Requirement :: Pictures in the records are to be excluded from an otherwise exact copy.

Extracted information ::
▬▬▬
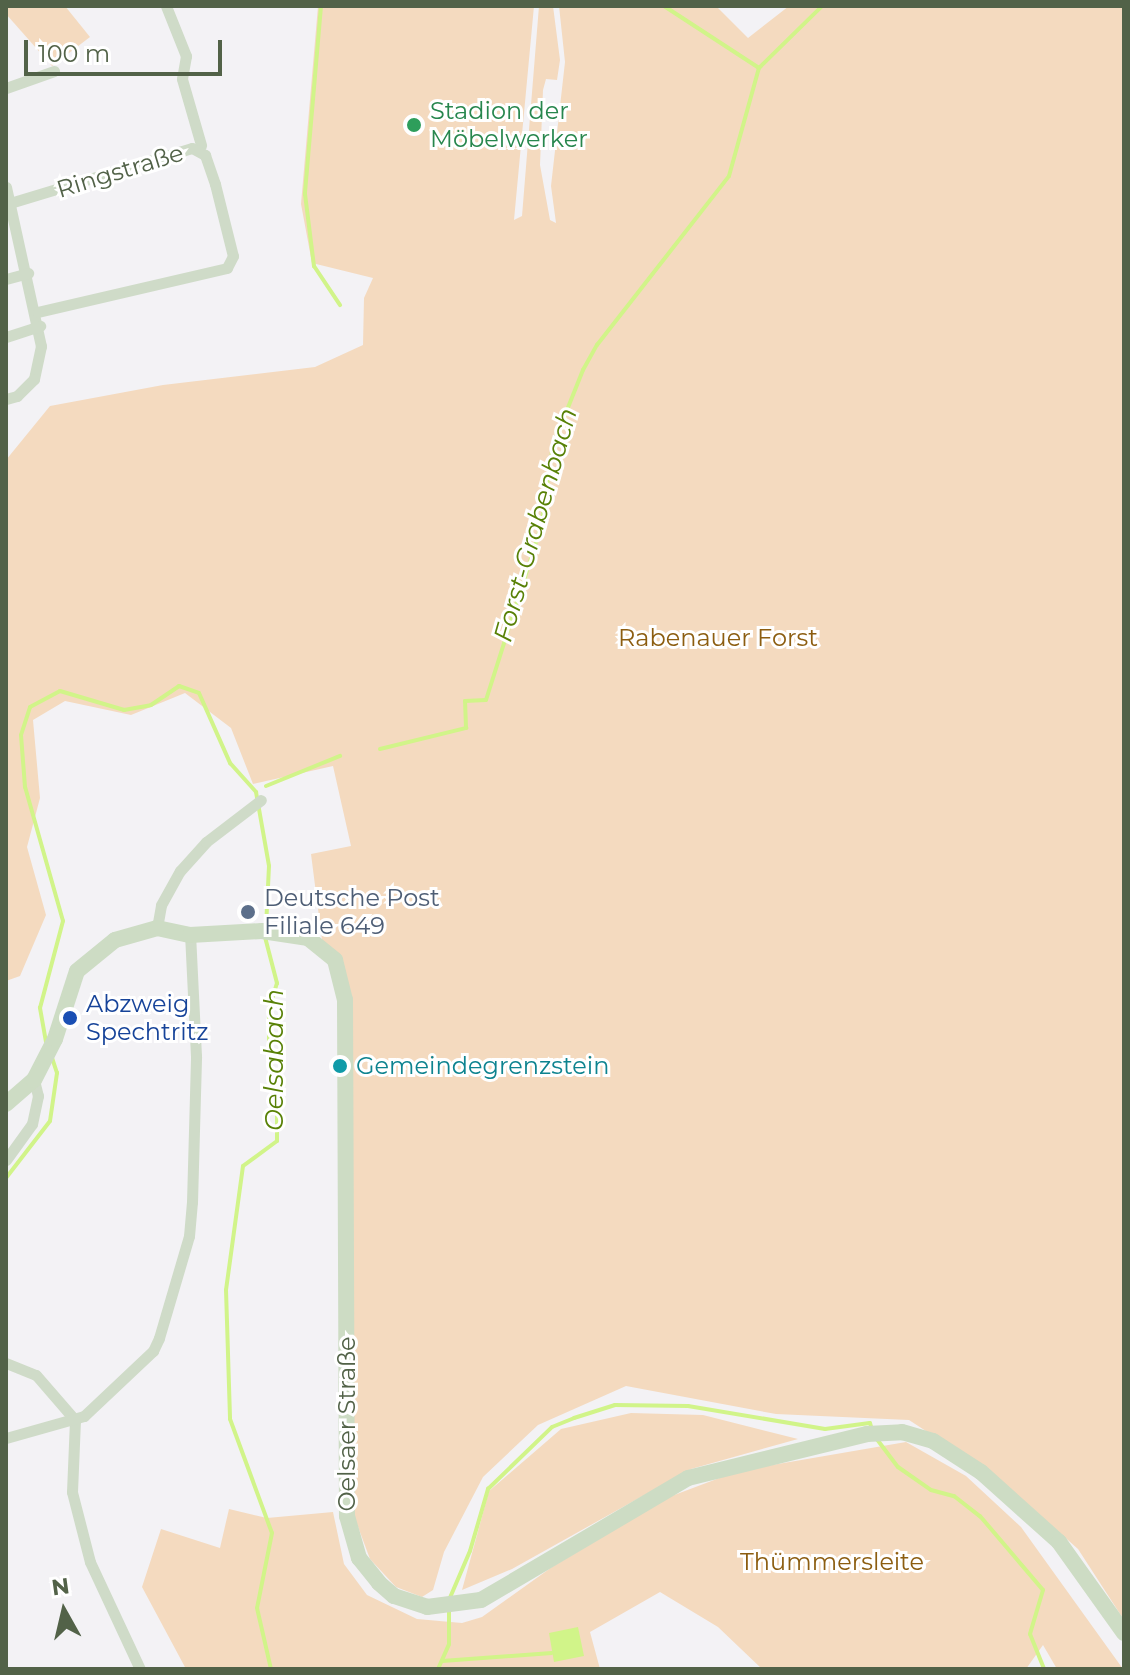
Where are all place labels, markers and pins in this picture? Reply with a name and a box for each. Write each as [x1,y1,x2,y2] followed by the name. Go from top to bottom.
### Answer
[430,97,588,153] place label: Stadion der Möbelwerker
[405,116,423,134] marker: Stadion der Möbelwerker
[264,884,440,940] place label: Deutsche Post Filiale 649
[239,903,257,921] marker: Deutsche Post Filiale 649
[86,990,209,1046] place label: Abzweig Spechtritz
[61,1009,79,1027] marker: Abzweig Spechtritz
[356,1052,609,1080] place label: Gemeindegrenzstein
[331,1057,349,1075] marker: Gemeindegrenzstein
▬▬▬
Exercise solution ::
Where are all place labels, markers and pins in this picture? Reply with a name and a box for each. Write each as [x1,y1,x2,y2] followed by the name. Go from top to bottom.
### Answer
[430,97,588,153] place label: Stadion der Möbelwerker
[405,116,423,134] marker: Stadion der Möbelwerker
[264,884,440,940] place label: Deutsche Post Filiale 649
[239,903,257,921] marker: Deutsche Post Filiale 649
[86,990,209,1046] place label: Abzweig Spechtritz
[61,1009,79,1027] marker: Abzweig Spechtritz
[356,1052,609,1080] place label: Gemeindegrenzstein
[331,1057,349,1075] marker: Gemeindegrenzstein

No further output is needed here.